In this month’s extrusion feature, Joe Pignotti, vice president of sales and marketing for Easton, PA-based Fluortek Inc., told Editor at Large Stacey Bell: “The biggest opportunity I see is building partnerships with—and offering innovative solutions to—more of our major customers. By building strategic alliances, you are ... guaranteeing you will have work and your customer will have product—it mitigates their risk. It’s a win-win for both parties.”
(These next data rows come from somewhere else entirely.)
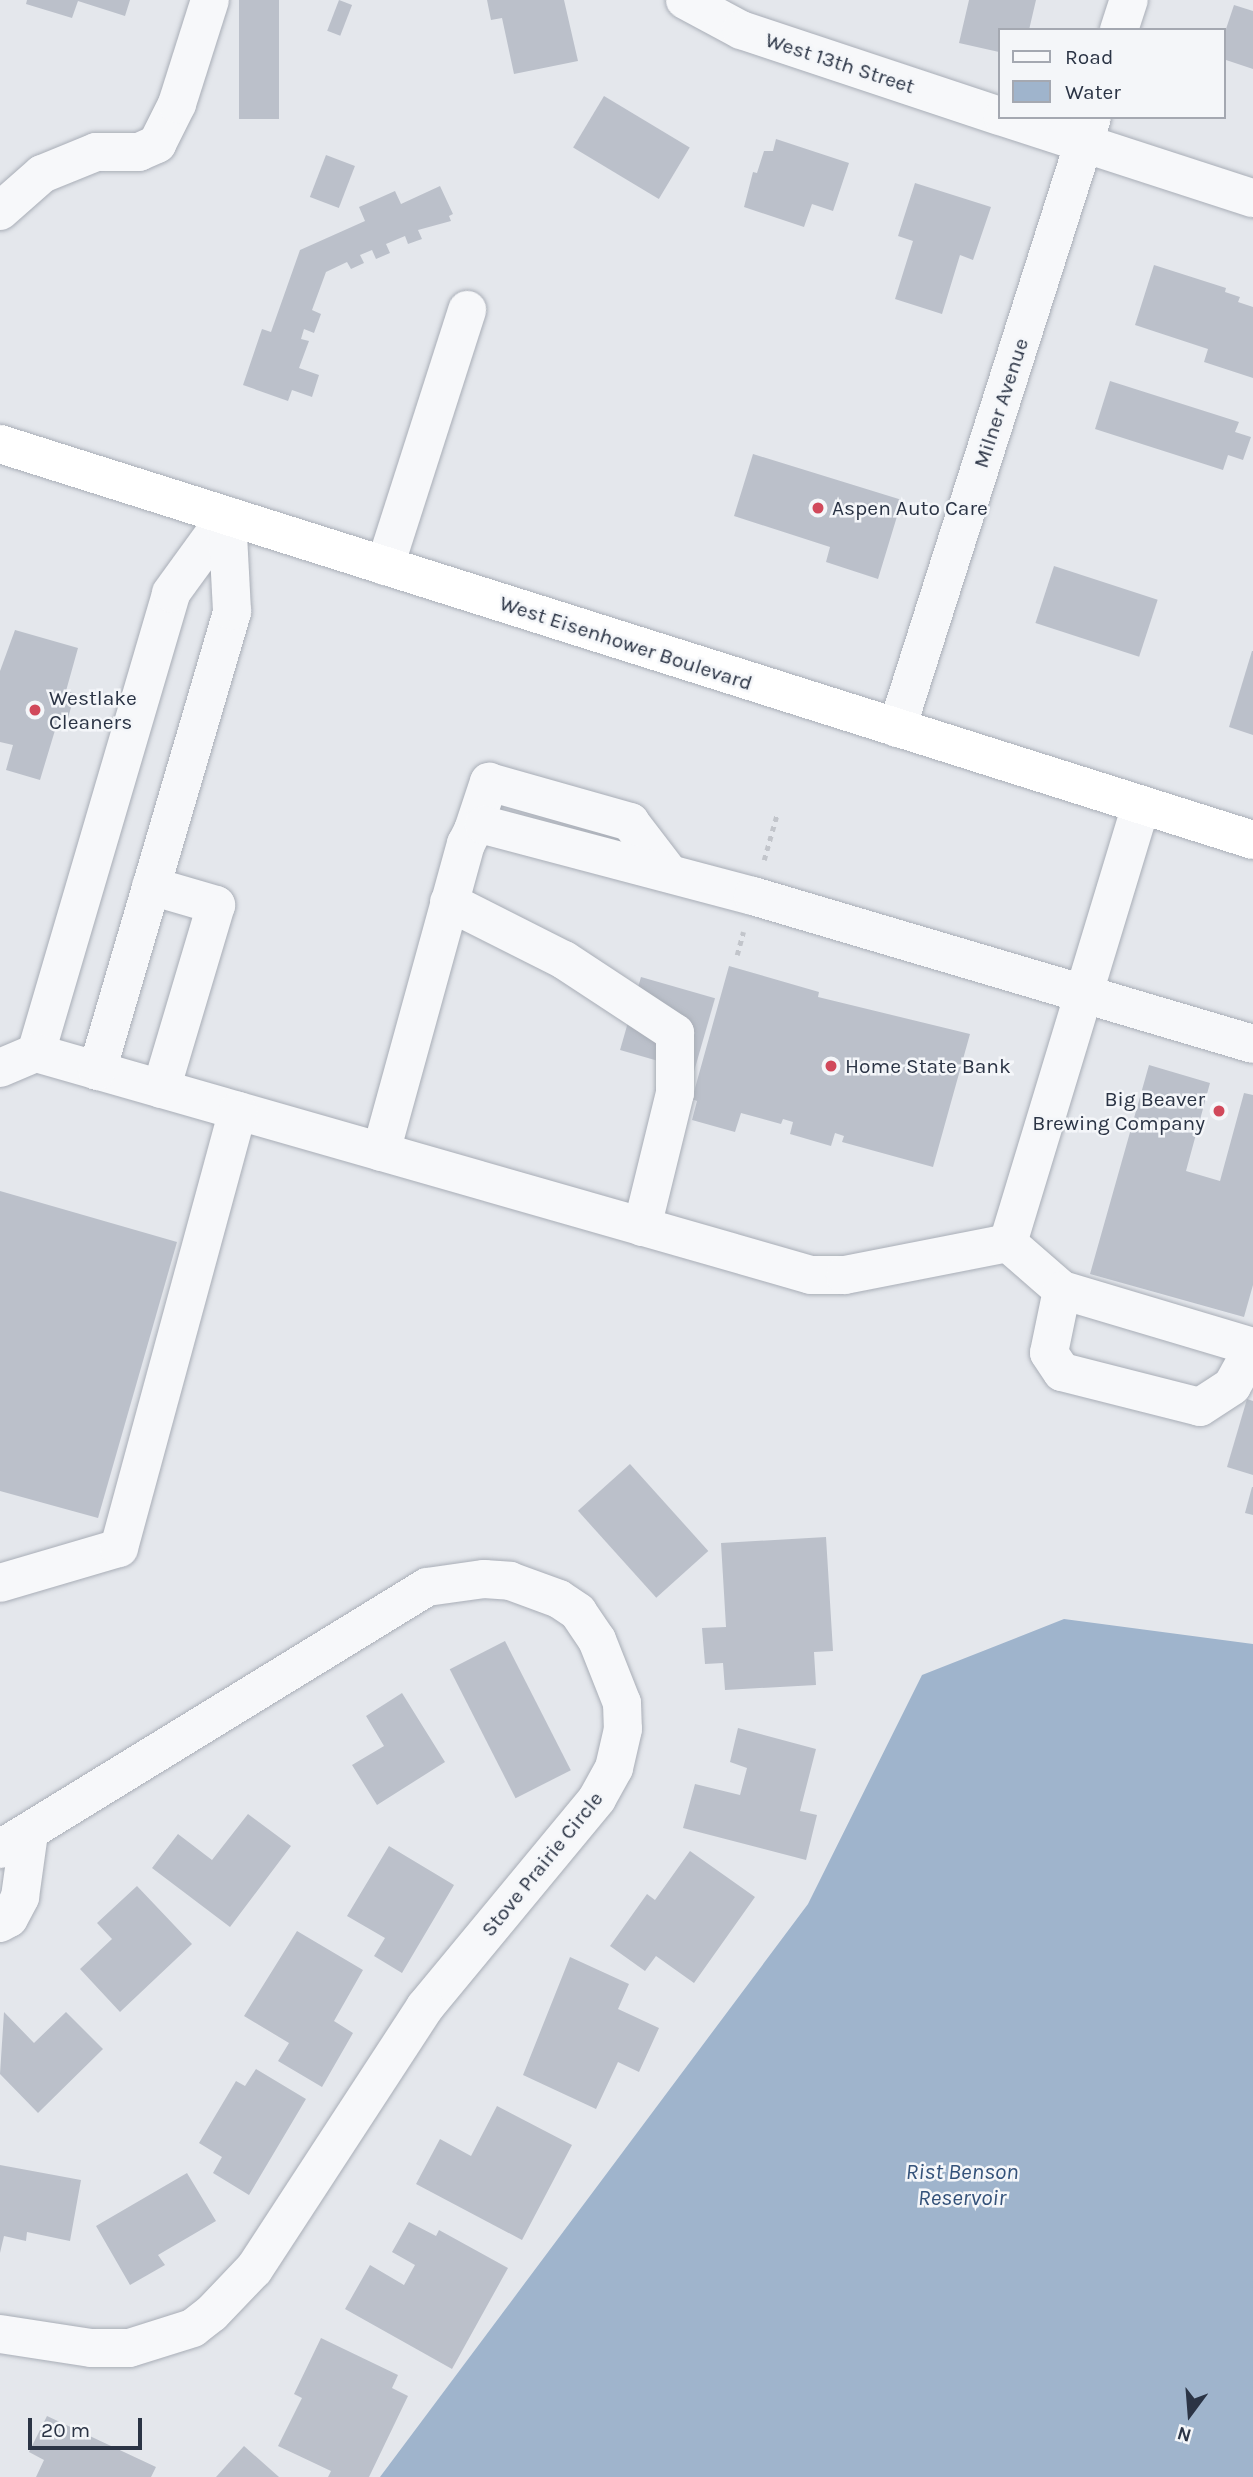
<!DOCTYPE html>
<html>
<head>
<meta charset="utf-8">
<style>
	body { margin:0 }
	#map { position:relative; width:1253px; height:2477px; overflow:hidden; background:#e4e7ec; font-family:Karla,sans-serif }
	div>[style] { position:absolute }
	.water>* { inset:0; background:#9fb4cc }
	.building>* { inset:0; background:#bbc0ca; transform-origin:0 0 }
	.path>* { height:4.5px; margin-top:-2.25px; transform-origin:0; background:repeating-linear-gradient(90deg,#c2c5cb 0 5px,transparent 0 10px) }
	.roads { filter:drop-shadow(0 0 2px #a9aeb7) drop-shadow(0 0 2px #a9aeb7) }
	.minor>* { height:38px; margin:-19px; padding:0 19px; transform-origin:19px; border-radius:19px; background:#f7f8fa }
	.highway>* { height:38px; margin:-19px; padding:0 19px; transform-origin:19px; border-radius:19px; background:#fff }
	.dots>* { width:19px; height:19px; translate:-50% -50%; box-sizing:border-box; border:4px solid #f4f6f9; border-radius:50% }
	span { translate:-50% -50%; white-space:nowrap; text-align:center; line-height:1.15; -webkit-text-stroke:5px #f4f6f9; paint-order:stroke }
	.street-label { font-size:21px; color:#2b3445 }
	.poi-label { font-size:21px; color:#2b3445 }
	.left { translate:0 -50%; text-align:left }
	.right { translate:-100% -50%; text-align:right }
	.water-label { font-size:23px; color:#34527a; font-style:italic }
	.legend { position:absolute; left:998px; top:28px; width:228px; height:91px; box-sizing:border-box; background:#f4f6f9; border:2px solid #a4a8b1; margin:0; padding:9px 12px; list-style:none; font-size:21px; color:#2b3445 }
	.legend li { display:flex; align-items:center; gap:14px; height:35px }
	.legend b { width:35px; border:2px solid #a4a8b1 }
	.north { position:absolute; left:1155px; top:2379px; width:70px; height:70px; -webkit-text-stroke:5px #f4f6f9; paint-order:stroke; rotate:196deg; font-size:19px; font-weight:700; line-height:28px; text-align:center; color:#2b3445 }
	.north::after { content:''; display:block; margin:auto; width:24px; height:32px; background:#2b3445; clip-path:polygon(50% 0,100% 100%,50% 72%,0 100%) }
	.scale { position:absolute; left:28px; top:2418px; width:114px; height:32px; box-sizing:border-box; border:4px solid #2b3445; border-top:0; padding-left:9px; font-size:21px; line-height:24px; white-space:nowrap; color:#2b3445; -webkit-text-stroke:5px #f4f6f9; paint-order:stroke }
</style>
</head>
<body>
<div id="map">
	<div class="water">
		<div style="clip-path:polygon(1064px 1619px,1253px 1644px,1253px 2477px,380px 2477px,808px 1904px,922px 1675px)"></div>
	</div>
	<div class="building">
		<div style="clip-path:polygon(27px 0,130px 0,125px 16px,78px 1px,72px 18px,26px 4px)"></div>
		<div style="left:239px;top:0;width:40px;height:119px"></div>
		<div style="left:339px;top:0;width:14px;height:33px;rotate:21deg"></div>
		<div style="clip-path:polygon(487px 0,564px 0,578px 61px,514px 74px,502px 18px,491px 20px)"></div>
		<div style="clip-path:polygon(969px 0,1036px 0,1029px 30px,999px 30px,999px 52px,959px 43px)"></div>
		<div style="clip-path:polygon(1234px 5px,1253px 11px,1253px 69px,1223px 59px,1223px 38px)"></div>
		<div style="left:604px;top:96px;width:100px;height:60px;rotate:31deg"></div>
		<div style="clip-path:polygon(776px 139px,849px 163px,833px 211px,812px 204px,804px 227px,744px 207px,753px 172px,757px 173px,764px 151px,773px 151px)"></div>
		<div style="left:326px;top:155px;width:31px;height:45px;rotate:21deg"></div>
		<div style="clip-path:polygon(915px 183px,991px 207px,973px 260px,960px 255px,942px 314px,895px 299px,913px 241px,898px 236px)"></div>
		<div style="clip-path:polygon(440px 186px,453px 214px,449px 216px,451px 221px,418px 230px,422px 239px,408px 244px,405px 236px,386px 244px,390px 253px,376px 259px,372px 250px,360px 255px,364px 263px,351px 269px,347px 262px,326px 272px,312px 310px,321px 314px,314px 333px,304px 329px,301px 339px,309px 341px,299px 368px,319px 375px,312px 397px,292px 390px,288px 401px,243px 385px,262px 329px,271px 332px,300px 250px,365px 221px,359px 207px,395px 191px,401px 204px)"></div>
		<div style="clip-path:polygon(1154px 265px,1226px 288px,1225px 292px,1240px 297px,1238px 302px,1253px 307px,1253px 378px,1204px 362px,1208px 349px,1135px 325px)"></div>
		<div style="clip-path:polygon(1110px 381px,1239px 422px,1235px 432px,1251px 437px,1243px 460px,1228px 455px,1223px 470px,1095px 429px)"></div>
		<div style="clip-path:polygon(753px 454px,902px 500px,878px 579px,826px 562px,830px 547px,734px 516px)"></div>
		<div style="left:1054px;top:566px;width:109px;height:60px;rotate:18deg"></div>
		<div style="clip-path:polygon(15px 630px,78px 648px,66px 691px,75px 693px,65px 729px,56px 727px,40px 780px,6px 770px,13px 745px,0 742px,0 671px)"></div>
		<div style="clip-path:polygon(1252px 651px,1253px 651px,1253px 735px,1229px 727px)"></div>
		<div style="clip-path:polygon(729px 966px,819px 992px,818px 997px,970px 1034px,933px 1167px,842px 1142px,844px 1136px,835px 1133px,831px 1146px,790px 1134px,793px 1122px,783px 1119px,781px 1124px,741px 1113px,735px 1132px,692px 1120px,697px 1101px,692px 1099px)"></div>
		<div style="left:641px;top:977px;width:77px;height:76px;rotate:16deg"></div>
		<div style="clip-path:polygon(1149px 1065px,1210px 1083px,1186px 1171px,1220px 1181px,1244px 1093px,1253px 1095px,1253px 1285px,1244px 1317px,1090px 1274px)"></div>
		<div style="clip-path:polygon(0 1191px,177px 1242px,98px 1518px,0 1491px)"></div>
		<div style="clip-path:polygon(1247px 1399px,1253px 1401px,1253px 1475px,1227px 1467px)"></div>
		<div style="left:630px;top:1464px;width:117px;height:70px;rotate:48deg"></div>
		<div style="clip-path:polygon(1252px 1487px,1253px 1487px,1253px 1515px,1245px 1513px)"></div>
		<div style="clip-path:polygon(826px 1537px,833px 1651px,814px 1652px,816px 1685px,725px 1690px,723px 1663px,705px 1664px,702px 1628px,726px 1627px,721px 1543px)"></div>
		<div style="left:505px;top:1641px;width:145px;height:62px;rotate:63deg"></div>
		<div style="clip-path:polygon(402px 1693px,445px 1762px,377px 1805px,352px 1765px,384px 1746px,366px 1716px)"></div>
		<div style="clip-path:polygon(738px 1728px,816px 1749px,800px 1811px,817px 1815px,806px 1860px,683px 1828px,695px 1784px,740px 1795px,747px 1768px,730px 1762px)"></div>
		<div style="clip-path:polygon(248px 1814px,291px 1846px,230px 1927px,152px 1868px,178px 1834px,212px 1860px)"></div>
		<div style="clip-path:polygon(389px 1846px,454px 1885px,402px 1973px,374px 1956px,385px 1938px,347px 1916px)"></div>
		<div style="clip-path:polygon(690px 1851px,755px 1897px,694px 1983px,656px 1956px,645px 1971px,610px 1946px,647px 1894px,655px 1900px)"></div>
		<div style="clip-path:polygon(137px 1886px,192px 1944px,120px 2012px,80px 1969px,112px 1939px,97px 1923px)"></div>
		<div style="clip-path:polygon(297px 1931px,363px 1970px,334px 2021px,353px 2033px,322px 2087px,278px 2061px,289px 2043px,244px 2016px)"></div>
		<div style="clip-path:polygon(570px 1957px,629px 1984px,618px 2009px,659px 2028px,639px 2072px,618px 2062px,596px 2109px,523px 2075px)"></div>
		<div style="clip-path:polygon(4px 2012px,34px 2043px,66px 2012px,103px 2049px,38px 2113px,0 2074px)"></div>
		<div style="clip-path:polygon(256px 2069px,306px 2099px,249px 2195px,213px 2173px,222px 2157px,199px 2143px,236px 2081px,245px 2086px)"></div>
		<div style="clip-path:polygon(497px 2106px,572px 2145px,522px 2240px,416px 2184px,440px 2139px,471px 2156px)"></div>
		<div style="clip-path:polygon(0 2165px,81px 2180px,70px 2241px,27px 2232px,26px 2241px,4px 2236px,0 2253px)"></div>
		<div style="clip-path:polygon(187px 2173px,216px 2221px,158px 2255px,165px 2265px,130px 2285px,96px 2226px)"></div>
		<div style="clip-path:polygon(409px 2222px,436px 2236px,439px 2230px,508px 2268px,452px 2369px,345px 2309px,370px 2265px,404px 2285px,415px 2265px,392px 2252px)"></div>
		<div style="clip-path:polygon(321px 2338px,398px 2375px,392px 2388px,408px 2396px,369px 2477px,328px 2477px,331px 2471px,278px 2446px,302px 2398px,294px 2394px)"></div>
		<div style="clip-path:polygon(47px 2416px,156px 2467px,151px 2477px,36px 2477px,44px 2460px,29px 2452px)"></div>
		<div style="clip-path:polygon(244px 2446px,279px 2477px,216px 2477px)"></div>
	</div>
	<div class="path">
		<div style="left:764px;top:860px;width:48px;rotate:-74.2deg"></div>
		<div style="left:737px;top:955px;width:24px;rotate:-75deg"></div>
	</div>
	<div class="roads">
		<div class="minor">
			<div style="left:685px;top:0;width:64px;rotate:28.2deg"></div>
			<div style="left:741px;top:30px;width:272px;rotate:18.4deg"></div>
			<div style="left:1119px;top:30px;width:32px;rotate:-72deg"></div>
			<div style="left:1003px;top:117px;width:263px;rotate:18deg"></div>
			<div style="left:0;top:211px;width:56px;rotate:-41.4deg"></div>
			<div style="left:42px;top:174px;width:58px;rotate:-22.2deg"></div>
			<div style="left:96px;top:152px;width:43px"></div>
			<div style="left:139px;top:152px;width:20px;rotate:-24deg"></div>
			<div style="left:157px;top:144px;width:45px;rotate:-63.4deg"></div>
			<div style="left:177px;top:104px;width:109px;rotate:-72.4deg"></div>
			<div style="left:385px;top:566px;width:269px;rotate:-72.2deg"></div>
			<div style="left:897px;top:728px;width:641px;rotate:-72.3deg"></div>
			<div style="left:473px;top:830px;width:51px;rotate:-71.6deg"></div>
			<div style="left:489px;top:782px;width:147px;rotate:15.8deg"></div>
			<div style="left:630px;top:822px;width:64px;rotate:52.6deg"></div>
			<div style="left:151px;top:886px;width:68px;rotate:16.3deg"></div>
			<div style="left:216px;top:905px;width:192px;rotate:106.6deg"></div>
			<div style="left:449px;top:902px;width:129px;rotate:26.8deg"></div>
			<div style="left:564px;top:960px;width:133px;rotate:33.3deg"></div>
			<div style="left:675px;top:1033px;width:60px;rotate:90deg"></div>
			<div style="left:675px;top:1093px;width:138px;rotate:103.8deg"></div>
			<div style="left:36px;top:1053px;width:479px;rotate:-73.6deg"></div>
			<div style="left:171px;top:593px;width:95px;rotate:-54deg"></div>
			<div style="left:0;top:1068px;width:39px;rotate:-23deg"></div>
			<div style="left:36px;top:1053px;width:806px;rotate:15.98deg"></div>
			<div style="left:811px;top:1275px;width:34px"></div>
			<div style="left:845px;top:1275px;width:166px;rotate:-11.1deg"></div>
			<div style="left:97px;top:1071px;width:479px;rotate:-73.6deg"></div>
			<div style="left:232px;top:611px;width:95px;rotate:-93deg"></div>
			<div style="left:381px;top:1152px;width:320px;rotate:-74.6deg"></div>
			<div style="left:466px;top:844px;width:16px;rotate:-63deg"></div>
			<div style="left:473px;top:830px;width:12px;rotate:-24deg"></div>
			<div style="left:484px;top:825px;width:278px;rotate:14.8deg"></div>
			<div style="left:753px;top:896px;width:521px;rotate:16.49deg"></div>
			<div style="left:1008px;top:1243px;width:458px;rotate:-73.1deg"></div>
			<div style="left:1008px;top:1243px;width:72px;rotate:41deg"></div>
			<div style="left:1062px;top:1290px;width:199px;rotate:16.6deg"></div>
			<div style="left:1062px;top:1290px;width:64px;rotate:101.7deg"></div>
			<div style="left:1049px;top:1353px;width:23px;rotate:56deg"></div>
			<div style="left:1062px;top:1372px;width:142px;rotate:14.2deg"></div>
			<div style="left:1200px;top:1407px;width:38px;rotate:-33deg"></div>
			<div style="left:1232px;top:1386px;width:43px;rotate:-61.1deg"></div>
			<div style="left:0;top:1583px;width:124px;rotate:-16.4deg"></div>
			<div style="left:119px;top:1548px;width:453px;rotate:-74.8deg"></div>
			<div style="left:0;top:1849px;width:501px;rotate:-31.53deg"></div>
			<div style="left:427px;top:1587px;width:58px;rotate:-8deg"></div>
			<div style="left:484px;top:1579px;width:26px;rotate:4deg"></div>
			<div style="left:510px;top:1581px;width:52px;rotate:20.2deg"></div>
			<div style="left:559px;top:1599px;width:23px;rotate:34deg"></div>
			<div style="left:578px;top:1612px;width:34px;rotate:56deg"></div>
			<div style="left:597px;top:1640px;width:68px;rotate:68.4deg"></div>
			<div style="left:622px;top:1703px;width:26px;rotate:88deg"></div>
			<div style="left:623px;top:1729px;width:40px;rotate:103deg"></div>
			<div style="left:614px;top:1768px;width:35px;rotate:119deg"></div>
			<div style="left:597px;top:1799px;width:270px;rotate:129.6deg"></div>
			<div style="left:425px;top:2007px;width:313px;rotate:123.1deg"></div>
			<div style="left:254px;top:2269px;width:61px;rotate:133.7deg"></div>
			<div style="left:212px;top:2313px;width:24px;rotate:142deg"></div>
			<div style="left:193px;top:2328px;width:67px;rotate:162.6deg"></div>
			<div style="left:129px;top:2348px;width:38px;rotate:180deg"></div>
			<div style="left:91px;top:2348px;width:92px;rotate:-171.3deg"></div>
			<div style="left:0;top:1923px;width:10px;rotate:-29deg"></div>
			<div style="left:9px;top:1918px;width:24px;rotate:-62deg"></div>
			<div style="left:20px;top:1897px;width:65px;rotate:-82deg"></div>
		</div>
		<div class="highway">
			<div style="left:0;top:444px;width:1314px;rotate:17.54deg"></div>
		</div>
	</div>
	<div class="dots">
		<div style="left:818px;top:508px;background:#d1495b"></div>
		<div style="left:35px;top:710px;background:#d1495b"></div>
		<div style="left:831px;top:1066px;background:#d1495b"></div>
		<div style="left:1219px;top:1111px;background:#d1495b"></div>
	</div>
	<div class="street-label">
		<span style="left:840px;top:63px;rotate:18deg">West 13th Street</span>
		<span style="left:1001px;top:403px;rotate:-72deg">Milner Avenue</span>
		<span style="left:626px;top:643px;rotate:18deg">West Eisenhower Boulevard</span>
		<span style="left:542px;top:1864px;rotate:-51deg">Stove Prairie Circle</span>
	</div>
	<div class="poi-label">
		<span class="left" style="left:832px;top:508px">Aspen Auto Care</span>
		<span class="left" style="left:49px;top:710px">Westlake<br>Cleaners</span>
		<span class="left" style="left:845px;top:1066px">Home State Bank</span>
		<span class="right" style="left:1205px;top:1111px">Big Beaver<br>Brewing Company</span>
	</div>
	<div class="water-label">
		<span style="left:962px;top:2185px">Rist Benson<br>Reservoir</span>
	</div>
	<ul class="legend">
	<li><b style="height:9px;background:#f7f8fa"></b>Road</li>
	<li><b style="height:19px;background:#9fb4cc"></b>Water</li>
	</ul>
	<div class="north">N</div>
	<div class="scale">20 m</div>
</div>
</body>
</html>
This month’s extrusion and testing stories describe many examples of such arrangements—in addition, of course, to a host of technological advancements in each field. But no matter how earth shattering the process may be or how prosperous the partnership, success inevitably hangs on a number of important factors. Taking the alliteration one step further, one of those important factors is price. Pricing in the medical device industry is getting a lot more scrutiny. The Transparency in Medical Device Pricing Act of 2007 (S. 2221), introduced in the US Senate by Sens. Charles Grassley (R-IA) and Arlen Specter (R-PA), would, if passed, require government reporting of product pricing by manufacturers of implantable medical devices.
To be reimbursed by Medicare, device companies would have to file quarterly reports on median sales prices. Based on the bill’s language, the law would apply to implantable devices such as stents, pacemakers and orthopedic joint replacements. Less clear in the legislation is whether it would apply to tools used to implant devices—tools such as surgical saws, drills or computer-assisted navigation equipment. Reporting would be required by April 2009 under the current version of the bill. Manufacturers that fail to report or that submit false information would be subject to penalties of between $10,000 and $100,000 per violation. In the case of false information, the fine would include each day for which the false information was available.
In response, recent reports on device pricing (both sponsored by AdvaMed) seemed to indicate that such legislation would be an unnecessary burden on device makers. One study—titled “Is Greater Price Transparency Needed in the Device Industry?”—was commissioned to gauge the possible effects of S. 2221 and found that seeking the mandatory disclosure of prices for certain medical technologies would likely result in increased prices and “provide no tangible benefits to patients.”
Researchers reviewed previous attempts by government to impose price disclosure rules in a number of other industries. The authors used evidence from case studies and other sources to identify four conditions that, if satisfied, imply that mandatory price disclosure would provide large benefits to consumers or other purchasers.
“We found that mandatory price disclosure, as proposed in S.2221, is unlikely to benefit patients or hospitals and worse, will likely increase costs,” said Robert W. Hahn, study co-author, senior fellow at the American Enterprise Institute (AEI) in Washington, DC, and executive director of the AEI’s Center for Regulatory and Market Studies
Yet another recent study took on the issue by examining the slow rate of growth in overall prices in the medical technology sector. The study’s authors found that medical technology is “a relatively small and constant share of total national health expenditures (NHE).”
In 2004, the latest year studied, spending on medical devices and in vitro diagnostics totaled $112 billion, or 6% of total NHE, and has stayed relatively constant at that modest proportion for the last 15 years. During that same period, overall medical device prices grew far more slowly than either the Consumer Price Index (CPI) for medical services or the CPI overall.
The report also found that during the 15-year period studied, medical device prices increased at an average annual rate of only 1.2%, compared to 5% for the Medical CPI and 2.8% for the CPI overall.
“This relatively slow rate of price increase suggests that the industry is highly competitive,” study authors said.
For now, it seems the debate will continue between government and industry, with one side claiming healthcare technology is a major driver of health cost increases, while the other maintains that the return on spending far exceeds short-term costs. This type of debate undoubtedly will continue to attract attention, particularly in a presidential election year.
In the meantime, from partnerships to pricing (and everything in between), we’ll continue our attempt to sort out and make sense of the myriad pieces of the medical device manufacturing puzzle.